After being “raised” on the original Night Court and long admiring John Larroquette‘s performance as Dan Fielding, Kind made his Night Court debut in Season 2 Episode 7 on Tuesday, February 13 on NBC. He plays Sy Feldman, a disgraced Broadway producer who’s in legal trouble over faulty investments in his failed shows. The character is a lot like Max Bialystok of The Producers, whom Kind played on Broadway in 2004 opposite Ruck as Leo Bloom.
“I knew he could do that. He’s so good. That was a walk in the park for him. Alan is magnificent,” Kind says of Ruck’s Emmy-nominated performance as Connor Roy. He and Ruck have been working side-by-side for decades. As he says, “I’ve known Alan for 45 years. We knew each other in Chicago. We were actors when I was in [the improvisational comedy troupe] Second City. He was on stage. We’ve gone through many, many, many, many years. I’ve seen him on stage, but you’ve never seen me do dramatic work.”

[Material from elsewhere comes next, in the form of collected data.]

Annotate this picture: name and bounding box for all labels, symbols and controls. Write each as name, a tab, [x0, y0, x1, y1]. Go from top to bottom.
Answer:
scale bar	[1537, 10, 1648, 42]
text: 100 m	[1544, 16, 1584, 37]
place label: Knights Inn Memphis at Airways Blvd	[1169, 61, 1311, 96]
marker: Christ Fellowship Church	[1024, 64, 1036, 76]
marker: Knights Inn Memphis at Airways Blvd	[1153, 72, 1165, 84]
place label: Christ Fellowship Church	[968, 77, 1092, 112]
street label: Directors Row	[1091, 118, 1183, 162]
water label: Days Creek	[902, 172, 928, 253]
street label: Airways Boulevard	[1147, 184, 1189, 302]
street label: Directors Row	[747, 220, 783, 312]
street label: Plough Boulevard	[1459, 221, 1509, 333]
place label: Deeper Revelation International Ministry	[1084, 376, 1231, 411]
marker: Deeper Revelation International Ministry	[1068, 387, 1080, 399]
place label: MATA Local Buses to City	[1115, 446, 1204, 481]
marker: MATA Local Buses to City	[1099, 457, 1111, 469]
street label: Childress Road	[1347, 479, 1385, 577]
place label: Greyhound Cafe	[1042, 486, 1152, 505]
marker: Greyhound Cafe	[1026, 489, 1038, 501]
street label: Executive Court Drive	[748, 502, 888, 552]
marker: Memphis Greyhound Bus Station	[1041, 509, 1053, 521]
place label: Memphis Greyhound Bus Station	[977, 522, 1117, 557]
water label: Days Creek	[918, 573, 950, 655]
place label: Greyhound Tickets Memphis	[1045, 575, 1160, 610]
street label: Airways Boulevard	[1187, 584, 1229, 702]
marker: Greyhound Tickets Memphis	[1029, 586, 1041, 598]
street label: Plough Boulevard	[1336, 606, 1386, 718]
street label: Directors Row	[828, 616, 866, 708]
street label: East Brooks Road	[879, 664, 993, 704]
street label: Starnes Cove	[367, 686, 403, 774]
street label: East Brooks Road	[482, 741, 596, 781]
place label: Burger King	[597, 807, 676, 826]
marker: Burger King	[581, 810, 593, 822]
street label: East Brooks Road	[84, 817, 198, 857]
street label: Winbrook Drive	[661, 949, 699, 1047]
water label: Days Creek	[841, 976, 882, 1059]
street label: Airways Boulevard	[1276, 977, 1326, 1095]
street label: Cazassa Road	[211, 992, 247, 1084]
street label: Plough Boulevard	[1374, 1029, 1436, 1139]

Kind craves the chance to sink his teeth into a long-running drama series like Succession. He points out that it’s not like he’s never done drama. He starred in the short-lived East New York in 2023, and he received a Tony nomination for his performance as Marcus Hoff in the 2013 Broadway revival of The Big Knife. Kind describes the character as “the most heinous, awful character ever written. A horrible, horrible character.” He seems surprised that this project didn’t lead to more dramatic roles onscreen.

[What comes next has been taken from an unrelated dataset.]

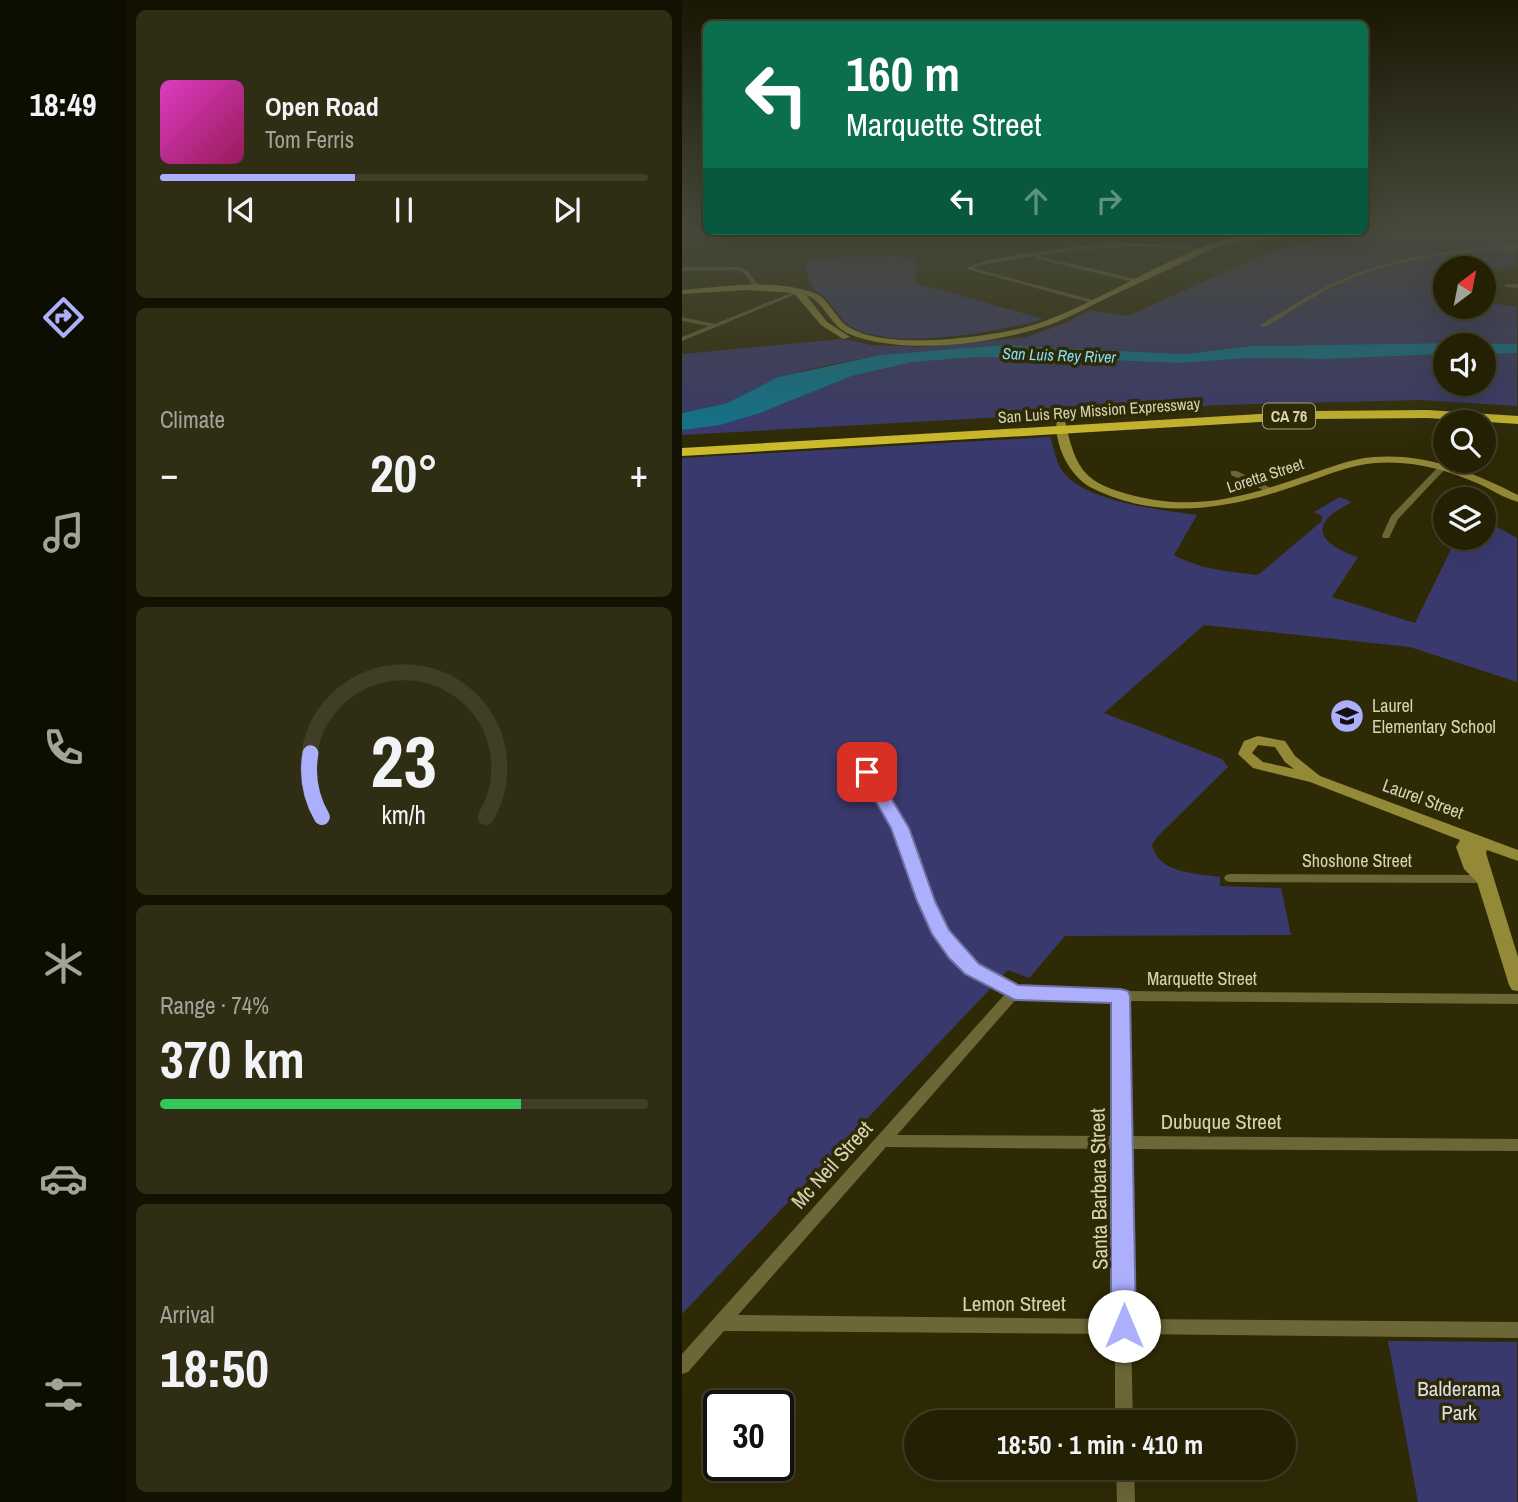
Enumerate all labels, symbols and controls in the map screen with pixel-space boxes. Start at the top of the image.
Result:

“I do a lot of dramatic work, but because TV or movies really don’t want to see me do dramatic work, a lot of times it’s only limited to the stage because the bigger projects can’t take a chance on me,” Kind tells TV Insider. “They don’t know me from that. And there’s a very myopic view in Hollywood about certain actors, and I’m victim of that.”
This is no critique of comedies. “Look, I cut my teeth on single cameras,” he says of shows like Curb Your Enthusiasm. He also has a long love of multi-cam sitcoms like Spin City. “My first pilot was a for camera,” he adds. “I did a show called Anything But Love. I did Mad About You. I did Spin City. They were all live, four-camera.”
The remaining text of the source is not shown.